In the Wikipedia article about transcendental numbers we can read the following:
The name "transcendental" comes from Leibniz in his 1682 paper where he proved that sin(x) is not an algebraic function of x.
I would like to know can someone reproduce here the proof of Leibniz of the non-algebraicity of $\sin$ or point me to the place on the internet where we have this proof.
I do not know German or Latin so if someone has the link where this is proved it would be OK if it is written in English.
Although I am an amateur it seems to me that in the time of Leibniz the techniques for proving the non-algebraicity of functions were not developed enough so it would be nice to see how he proved that for $\sin$.
I don't know how Leibniz did it, but it seems to me that the main ingredients of this straightforward proof ought to have been available to him (if phrased with less rigor than we do today):
Definition. A function $f$ of one variable is algebraic if there is a polynomial $p(x,y)$ such that $p(x,f(x))=0$ for all $x$.

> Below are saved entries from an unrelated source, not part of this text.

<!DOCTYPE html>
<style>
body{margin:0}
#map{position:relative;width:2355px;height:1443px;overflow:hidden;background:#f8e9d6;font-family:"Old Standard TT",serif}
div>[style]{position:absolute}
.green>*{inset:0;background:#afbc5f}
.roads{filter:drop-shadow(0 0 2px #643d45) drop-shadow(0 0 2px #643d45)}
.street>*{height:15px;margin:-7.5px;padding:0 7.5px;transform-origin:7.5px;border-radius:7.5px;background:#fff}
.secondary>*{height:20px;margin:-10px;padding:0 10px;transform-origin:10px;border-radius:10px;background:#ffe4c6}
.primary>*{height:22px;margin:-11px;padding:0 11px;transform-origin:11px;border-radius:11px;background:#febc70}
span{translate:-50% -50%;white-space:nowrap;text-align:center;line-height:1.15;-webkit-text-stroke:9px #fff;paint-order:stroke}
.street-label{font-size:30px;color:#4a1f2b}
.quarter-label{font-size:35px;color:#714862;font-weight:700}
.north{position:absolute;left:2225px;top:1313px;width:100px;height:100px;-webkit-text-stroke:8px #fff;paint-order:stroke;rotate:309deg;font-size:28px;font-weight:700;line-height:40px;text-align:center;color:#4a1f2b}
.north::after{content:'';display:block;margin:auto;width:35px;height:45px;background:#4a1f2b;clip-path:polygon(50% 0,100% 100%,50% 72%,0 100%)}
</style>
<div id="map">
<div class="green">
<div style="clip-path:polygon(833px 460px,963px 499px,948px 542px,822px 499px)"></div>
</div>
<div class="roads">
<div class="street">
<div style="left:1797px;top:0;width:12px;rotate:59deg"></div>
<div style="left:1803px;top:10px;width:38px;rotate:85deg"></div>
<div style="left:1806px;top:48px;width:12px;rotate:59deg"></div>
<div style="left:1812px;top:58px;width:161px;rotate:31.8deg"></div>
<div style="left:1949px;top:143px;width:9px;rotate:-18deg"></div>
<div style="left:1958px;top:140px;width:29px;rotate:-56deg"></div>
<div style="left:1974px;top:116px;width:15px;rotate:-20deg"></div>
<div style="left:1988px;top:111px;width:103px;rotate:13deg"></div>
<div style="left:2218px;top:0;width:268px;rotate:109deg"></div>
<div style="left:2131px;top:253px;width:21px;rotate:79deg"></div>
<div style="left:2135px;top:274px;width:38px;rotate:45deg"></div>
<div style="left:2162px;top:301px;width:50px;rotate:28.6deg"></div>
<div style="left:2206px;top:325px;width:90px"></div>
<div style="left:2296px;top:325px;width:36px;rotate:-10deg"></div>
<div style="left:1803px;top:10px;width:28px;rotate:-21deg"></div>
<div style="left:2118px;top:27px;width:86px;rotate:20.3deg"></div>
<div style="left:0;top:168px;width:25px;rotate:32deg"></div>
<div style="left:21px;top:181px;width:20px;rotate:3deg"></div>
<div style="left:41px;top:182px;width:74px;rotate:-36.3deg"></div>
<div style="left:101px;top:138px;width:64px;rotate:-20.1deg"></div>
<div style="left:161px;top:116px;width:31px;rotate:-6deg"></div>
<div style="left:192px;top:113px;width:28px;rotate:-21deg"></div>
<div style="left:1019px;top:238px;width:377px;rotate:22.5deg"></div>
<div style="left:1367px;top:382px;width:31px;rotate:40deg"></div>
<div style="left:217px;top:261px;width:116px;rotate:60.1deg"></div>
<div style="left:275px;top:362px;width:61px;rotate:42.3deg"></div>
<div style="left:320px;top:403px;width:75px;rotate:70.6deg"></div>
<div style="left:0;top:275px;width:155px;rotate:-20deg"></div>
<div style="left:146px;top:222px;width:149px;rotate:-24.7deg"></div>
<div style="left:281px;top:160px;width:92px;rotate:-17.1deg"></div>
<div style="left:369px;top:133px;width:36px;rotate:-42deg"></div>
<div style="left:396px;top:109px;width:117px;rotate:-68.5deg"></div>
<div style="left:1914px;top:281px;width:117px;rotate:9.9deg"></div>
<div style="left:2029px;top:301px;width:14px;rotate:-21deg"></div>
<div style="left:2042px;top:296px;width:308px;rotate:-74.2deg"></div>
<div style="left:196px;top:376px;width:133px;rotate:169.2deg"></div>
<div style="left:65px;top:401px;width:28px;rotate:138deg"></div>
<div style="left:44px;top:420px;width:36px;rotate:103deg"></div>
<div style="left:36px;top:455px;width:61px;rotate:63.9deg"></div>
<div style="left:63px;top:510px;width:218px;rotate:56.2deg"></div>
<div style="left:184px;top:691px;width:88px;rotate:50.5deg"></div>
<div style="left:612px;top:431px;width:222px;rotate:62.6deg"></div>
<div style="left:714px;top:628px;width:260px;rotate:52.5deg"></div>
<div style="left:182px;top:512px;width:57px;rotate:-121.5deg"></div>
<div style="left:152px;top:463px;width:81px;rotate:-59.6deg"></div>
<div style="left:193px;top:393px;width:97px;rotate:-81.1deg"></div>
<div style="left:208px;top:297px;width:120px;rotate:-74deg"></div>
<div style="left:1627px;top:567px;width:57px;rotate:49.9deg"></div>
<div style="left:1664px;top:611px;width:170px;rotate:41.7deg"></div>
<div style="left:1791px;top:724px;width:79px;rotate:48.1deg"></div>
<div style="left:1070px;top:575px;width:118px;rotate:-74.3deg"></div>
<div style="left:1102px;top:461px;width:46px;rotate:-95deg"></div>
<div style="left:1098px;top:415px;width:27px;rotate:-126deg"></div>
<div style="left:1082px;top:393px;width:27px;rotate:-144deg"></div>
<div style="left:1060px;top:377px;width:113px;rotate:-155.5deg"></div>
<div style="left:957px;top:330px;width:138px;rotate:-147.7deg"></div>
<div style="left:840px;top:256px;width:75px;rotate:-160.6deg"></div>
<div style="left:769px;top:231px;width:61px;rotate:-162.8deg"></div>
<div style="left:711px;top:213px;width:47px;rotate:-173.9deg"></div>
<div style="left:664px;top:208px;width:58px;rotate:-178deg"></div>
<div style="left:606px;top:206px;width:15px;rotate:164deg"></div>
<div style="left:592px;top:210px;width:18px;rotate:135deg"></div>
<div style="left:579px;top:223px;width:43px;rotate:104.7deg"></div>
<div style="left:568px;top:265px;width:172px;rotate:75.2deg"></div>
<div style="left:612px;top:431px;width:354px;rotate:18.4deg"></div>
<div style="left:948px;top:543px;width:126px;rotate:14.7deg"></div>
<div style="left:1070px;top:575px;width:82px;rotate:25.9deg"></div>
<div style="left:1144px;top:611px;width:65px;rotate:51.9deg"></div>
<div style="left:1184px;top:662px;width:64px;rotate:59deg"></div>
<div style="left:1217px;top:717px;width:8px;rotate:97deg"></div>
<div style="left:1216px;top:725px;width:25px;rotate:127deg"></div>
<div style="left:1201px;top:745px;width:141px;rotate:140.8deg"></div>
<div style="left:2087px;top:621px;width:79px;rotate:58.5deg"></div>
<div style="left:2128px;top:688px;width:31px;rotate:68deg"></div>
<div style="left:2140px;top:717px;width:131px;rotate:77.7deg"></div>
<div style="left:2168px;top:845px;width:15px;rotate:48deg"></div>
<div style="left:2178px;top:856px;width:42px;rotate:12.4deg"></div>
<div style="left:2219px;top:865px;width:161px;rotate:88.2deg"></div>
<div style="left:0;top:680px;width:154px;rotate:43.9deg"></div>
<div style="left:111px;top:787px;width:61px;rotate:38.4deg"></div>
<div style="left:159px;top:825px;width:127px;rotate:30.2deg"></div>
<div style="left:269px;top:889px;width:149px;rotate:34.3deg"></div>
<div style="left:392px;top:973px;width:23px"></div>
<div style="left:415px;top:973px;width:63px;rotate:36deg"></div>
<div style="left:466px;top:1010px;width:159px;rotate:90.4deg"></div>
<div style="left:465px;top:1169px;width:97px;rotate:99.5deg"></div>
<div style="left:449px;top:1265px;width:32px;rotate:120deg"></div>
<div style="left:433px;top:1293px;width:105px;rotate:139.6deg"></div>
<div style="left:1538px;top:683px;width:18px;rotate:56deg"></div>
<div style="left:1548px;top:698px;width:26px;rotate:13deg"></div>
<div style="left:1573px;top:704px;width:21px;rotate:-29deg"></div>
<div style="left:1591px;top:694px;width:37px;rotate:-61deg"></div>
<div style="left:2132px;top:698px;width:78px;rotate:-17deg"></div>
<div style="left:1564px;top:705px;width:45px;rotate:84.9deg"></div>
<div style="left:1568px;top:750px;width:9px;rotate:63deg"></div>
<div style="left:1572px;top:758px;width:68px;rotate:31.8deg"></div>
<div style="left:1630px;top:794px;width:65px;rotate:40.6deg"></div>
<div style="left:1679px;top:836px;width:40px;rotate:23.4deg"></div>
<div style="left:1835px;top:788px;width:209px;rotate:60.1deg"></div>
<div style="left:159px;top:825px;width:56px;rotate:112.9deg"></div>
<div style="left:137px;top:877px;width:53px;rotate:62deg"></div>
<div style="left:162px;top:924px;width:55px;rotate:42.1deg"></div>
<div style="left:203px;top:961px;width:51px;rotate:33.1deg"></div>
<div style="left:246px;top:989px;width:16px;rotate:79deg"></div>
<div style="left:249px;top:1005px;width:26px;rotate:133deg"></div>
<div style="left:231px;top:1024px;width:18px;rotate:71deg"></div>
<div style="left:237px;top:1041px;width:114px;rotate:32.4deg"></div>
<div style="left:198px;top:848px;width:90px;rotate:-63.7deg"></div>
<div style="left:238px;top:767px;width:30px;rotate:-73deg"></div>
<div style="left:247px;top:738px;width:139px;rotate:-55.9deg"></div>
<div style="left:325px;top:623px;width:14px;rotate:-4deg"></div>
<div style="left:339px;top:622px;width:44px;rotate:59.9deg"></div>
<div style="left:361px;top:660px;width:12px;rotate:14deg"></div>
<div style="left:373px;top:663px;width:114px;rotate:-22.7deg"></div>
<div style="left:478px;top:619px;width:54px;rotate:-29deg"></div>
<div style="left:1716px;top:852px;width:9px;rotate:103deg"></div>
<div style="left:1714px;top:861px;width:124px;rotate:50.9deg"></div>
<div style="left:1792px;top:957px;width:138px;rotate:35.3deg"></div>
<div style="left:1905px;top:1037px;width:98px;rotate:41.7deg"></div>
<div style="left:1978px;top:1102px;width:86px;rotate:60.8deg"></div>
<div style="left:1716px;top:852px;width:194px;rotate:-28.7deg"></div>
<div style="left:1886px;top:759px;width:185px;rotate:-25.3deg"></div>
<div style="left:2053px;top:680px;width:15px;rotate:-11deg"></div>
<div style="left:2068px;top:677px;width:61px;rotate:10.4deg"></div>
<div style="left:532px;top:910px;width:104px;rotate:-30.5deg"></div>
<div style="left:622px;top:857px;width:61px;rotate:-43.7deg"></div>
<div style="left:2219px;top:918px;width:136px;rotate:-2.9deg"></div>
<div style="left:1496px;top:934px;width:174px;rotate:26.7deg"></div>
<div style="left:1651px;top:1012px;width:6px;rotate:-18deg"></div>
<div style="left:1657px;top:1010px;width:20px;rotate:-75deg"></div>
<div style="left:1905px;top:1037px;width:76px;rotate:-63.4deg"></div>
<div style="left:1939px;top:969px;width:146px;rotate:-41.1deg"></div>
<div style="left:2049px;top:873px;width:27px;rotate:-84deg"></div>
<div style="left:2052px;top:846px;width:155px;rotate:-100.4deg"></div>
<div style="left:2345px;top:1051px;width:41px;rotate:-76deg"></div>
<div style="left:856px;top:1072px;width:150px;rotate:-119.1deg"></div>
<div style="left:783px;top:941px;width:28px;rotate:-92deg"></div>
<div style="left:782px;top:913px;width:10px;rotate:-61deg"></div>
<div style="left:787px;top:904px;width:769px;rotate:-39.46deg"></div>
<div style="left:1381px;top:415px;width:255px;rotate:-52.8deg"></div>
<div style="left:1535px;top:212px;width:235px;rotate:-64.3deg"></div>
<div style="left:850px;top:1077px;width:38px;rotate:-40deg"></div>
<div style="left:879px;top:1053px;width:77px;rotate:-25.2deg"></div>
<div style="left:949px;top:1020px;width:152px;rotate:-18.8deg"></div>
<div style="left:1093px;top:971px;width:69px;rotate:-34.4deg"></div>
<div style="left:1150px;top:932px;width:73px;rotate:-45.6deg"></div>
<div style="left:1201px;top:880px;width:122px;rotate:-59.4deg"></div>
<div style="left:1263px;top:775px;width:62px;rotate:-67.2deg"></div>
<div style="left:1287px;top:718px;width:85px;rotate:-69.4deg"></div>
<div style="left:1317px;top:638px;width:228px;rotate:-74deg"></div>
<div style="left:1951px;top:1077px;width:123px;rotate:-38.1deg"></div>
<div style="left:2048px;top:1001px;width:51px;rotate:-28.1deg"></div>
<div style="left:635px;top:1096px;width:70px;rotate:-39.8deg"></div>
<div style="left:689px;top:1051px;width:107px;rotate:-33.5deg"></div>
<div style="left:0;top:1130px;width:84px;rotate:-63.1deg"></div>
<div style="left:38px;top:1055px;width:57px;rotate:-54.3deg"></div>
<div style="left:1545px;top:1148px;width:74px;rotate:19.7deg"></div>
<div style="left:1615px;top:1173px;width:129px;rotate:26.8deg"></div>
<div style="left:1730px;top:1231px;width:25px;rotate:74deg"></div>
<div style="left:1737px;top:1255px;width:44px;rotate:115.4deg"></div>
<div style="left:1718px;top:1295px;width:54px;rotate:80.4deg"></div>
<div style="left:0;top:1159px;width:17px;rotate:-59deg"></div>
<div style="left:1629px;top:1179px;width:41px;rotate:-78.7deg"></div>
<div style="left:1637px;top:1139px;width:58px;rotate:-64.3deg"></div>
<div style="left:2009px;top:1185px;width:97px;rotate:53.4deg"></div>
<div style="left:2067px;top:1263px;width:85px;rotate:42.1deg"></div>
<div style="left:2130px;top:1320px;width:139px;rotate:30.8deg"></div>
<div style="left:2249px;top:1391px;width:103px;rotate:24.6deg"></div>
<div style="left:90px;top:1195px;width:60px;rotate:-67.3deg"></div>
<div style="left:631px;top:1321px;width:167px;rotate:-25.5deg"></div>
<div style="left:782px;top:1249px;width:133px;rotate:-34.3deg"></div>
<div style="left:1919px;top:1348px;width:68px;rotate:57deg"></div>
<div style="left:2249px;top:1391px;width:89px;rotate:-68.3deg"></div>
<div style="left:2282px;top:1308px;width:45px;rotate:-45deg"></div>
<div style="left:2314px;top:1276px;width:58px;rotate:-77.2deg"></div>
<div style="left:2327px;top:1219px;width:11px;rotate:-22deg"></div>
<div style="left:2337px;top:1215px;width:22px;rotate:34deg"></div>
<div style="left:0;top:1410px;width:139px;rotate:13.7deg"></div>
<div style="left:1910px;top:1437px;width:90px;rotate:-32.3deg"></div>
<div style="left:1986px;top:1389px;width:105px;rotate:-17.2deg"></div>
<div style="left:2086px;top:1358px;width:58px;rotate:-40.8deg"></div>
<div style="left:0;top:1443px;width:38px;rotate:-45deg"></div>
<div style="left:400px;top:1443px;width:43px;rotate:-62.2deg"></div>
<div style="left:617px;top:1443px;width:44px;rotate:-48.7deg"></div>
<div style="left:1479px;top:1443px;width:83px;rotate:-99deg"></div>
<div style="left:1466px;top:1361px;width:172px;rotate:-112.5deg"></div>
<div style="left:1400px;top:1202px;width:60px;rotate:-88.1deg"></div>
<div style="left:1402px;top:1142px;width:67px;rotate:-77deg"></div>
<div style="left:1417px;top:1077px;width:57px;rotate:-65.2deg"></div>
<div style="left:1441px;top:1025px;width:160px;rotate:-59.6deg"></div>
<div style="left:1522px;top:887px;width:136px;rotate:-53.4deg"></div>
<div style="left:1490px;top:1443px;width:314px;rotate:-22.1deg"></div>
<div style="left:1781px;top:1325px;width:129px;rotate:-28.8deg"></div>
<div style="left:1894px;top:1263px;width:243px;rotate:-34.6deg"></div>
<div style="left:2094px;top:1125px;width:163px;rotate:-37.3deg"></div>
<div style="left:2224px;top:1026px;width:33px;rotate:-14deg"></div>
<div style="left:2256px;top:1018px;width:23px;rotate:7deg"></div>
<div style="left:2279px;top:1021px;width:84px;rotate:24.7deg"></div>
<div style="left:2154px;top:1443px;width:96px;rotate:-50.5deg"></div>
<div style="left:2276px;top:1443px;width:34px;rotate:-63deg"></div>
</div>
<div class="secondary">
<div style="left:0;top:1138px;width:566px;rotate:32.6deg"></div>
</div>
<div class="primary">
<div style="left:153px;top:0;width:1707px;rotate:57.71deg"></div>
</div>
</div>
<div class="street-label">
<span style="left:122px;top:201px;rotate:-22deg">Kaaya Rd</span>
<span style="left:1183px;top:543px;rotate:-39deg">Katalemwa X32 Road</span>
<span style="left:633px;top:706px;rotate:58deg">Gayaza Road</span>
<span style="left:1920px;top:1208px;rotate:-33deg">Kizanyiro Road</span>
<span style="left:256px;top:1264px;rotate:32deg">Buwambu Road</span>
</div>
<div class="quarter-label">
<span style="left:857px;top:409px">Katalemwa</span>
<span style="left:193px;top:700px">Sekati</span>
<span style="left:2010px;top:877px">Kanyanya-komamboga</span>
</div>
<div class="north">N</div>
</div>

Claim. For every nonzero polynomial $p$, there is an $x_0$ such that $p(x_0,\sin x_0)\ne 0$.
Proof by long induction on the highest power of $y$ that appears in $p(x,y)$.
First suppose that $p$ contains at least one nonzero term that doesn't contain $y$. Then $p(x,\sin x)=p(x,0)$ whenever $x$ is a multiple of $\pi$. But the right-hand side is a nonzero polynomial in one variable, and can therefore have at most finitely many zeroes. So there exist some $k\pi$ where $p(k\pi,0)$ -- and therefore also $p(k\pi,\sin k\pi)$ -- is nonzero.
On the other hand, if every term of $p$ contains $y$, then $p(x,y)=y q(x,y)$ for some polynomial $q$. The induction hypothesis applies to $q$, so let $x_0$ be a value such that $q(x_0,\sin x_0)\ne 0$. If $x_0$ happens to be a multiple of $\pi$, then because $q(x,\sin x)$ is clearly continuous, there will be another suitable $x_0$ nearby. So without loss of generality $x_0$ is not a multiple of $\pi$, and therefore $q(x_0,\sin x_0)\ne 0$ implies that $$ p(x_0,\sin x_0) = \sin x_0 \cdot q(x_0,\sin x_0)\ne 0 $$ as required.
(Note that this proof depends only on the fact that the sine function is continuous and has infinitely many isolated zeroes).